PerfTest macros quick reference

The following are the main macros used to define performance test suites. These shall be always used inside a testset (see the [Test] package). Combining the different macros listed in this section gives the full extent of the package features.

Declaring test targets

PerfTest.@perftestMacro

This macro is used to signal that the wrapped expression is a performance test target, and therefore its performance will be sampled and then evaluated following the current suite configuration.

If the macro is evaluated it does not modify the target at all. The effects of the macro only show when the script is transformed into a performance testing suite.

This macro is sensitive to context since other adjacent macros can change how the target will be evaluated.

@perftest expression [parameters...]

Run a performance test on a given target expression.

Basic usage

The simplest usage is to place @perftest in front of the expression you want to test:

julia> @perftest sin(1)

Additional parameters

You can pass the following keyword arguments to configure the execution process:

  • setup: An expression that is run once per sample before the benchmarked expression. The setup expression is run once per sample, and is not included in the timing results. Note that each sample can require multiple evaluations.

  • teardown: An expression that is run once per sample after the benchmarked expression.

  • samples: The number of samples to take. Execution will end if this many samples have been collected. Defaults to 10000.

  • seconds: The number of seconds budgeted for the benchmarking process. The trial will terminate if this time is exceeded (regardless of samples), but at least one sample will always be taken. In practice, actual runtime can overshoot the budget by the duration of a sample.

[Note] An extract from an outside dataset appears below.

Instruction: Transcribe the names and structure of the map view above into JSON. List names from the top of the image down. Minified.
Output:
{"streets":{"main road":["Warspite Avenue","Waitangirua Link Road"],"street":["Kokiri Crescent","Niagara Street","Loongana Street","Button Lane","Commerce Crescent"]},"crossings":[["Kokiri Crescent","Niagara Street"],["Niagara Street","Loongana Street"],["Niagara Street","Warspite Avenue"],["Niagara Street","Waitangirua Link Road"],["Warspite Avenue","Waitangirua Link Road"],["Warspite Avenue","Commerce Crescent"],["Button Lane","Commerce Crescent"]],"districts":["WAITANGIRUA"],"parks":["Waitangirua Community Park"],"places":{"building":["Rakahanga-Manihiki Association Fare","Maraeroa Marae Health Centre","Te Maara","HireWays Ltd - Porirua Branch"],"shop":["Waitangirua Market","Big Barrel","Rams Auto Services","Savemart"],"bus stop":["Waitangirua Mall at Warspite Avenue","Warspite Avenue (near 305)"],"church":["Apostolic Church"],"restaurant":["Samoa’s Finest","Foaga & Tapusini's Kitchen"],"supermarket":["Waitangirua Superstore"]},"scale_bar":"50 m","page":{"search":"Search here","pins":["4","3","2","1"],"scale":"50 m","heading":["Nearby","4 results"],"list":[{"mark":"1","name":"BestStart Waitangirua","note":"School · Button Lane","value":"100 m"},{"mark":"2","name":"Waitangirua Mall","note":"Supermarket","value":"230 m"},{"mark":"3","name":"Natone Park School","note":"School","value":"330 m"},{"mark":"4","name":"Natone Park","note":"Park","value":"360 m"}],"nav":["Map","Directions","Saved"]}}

  • evals: The number of evaluations per sample. For best results, this should be kept consistent between trials. A good guess for this value can be automatically set on a benchmark via tune!, but using tune! can be less consistent than setting evals manually (which bypasses tuning).

  • gctrial: If true, run gc() before executing this benchmark's trial. Defaults to true.

  • gcsample: If true, run gc() before each sample. Defaults to false.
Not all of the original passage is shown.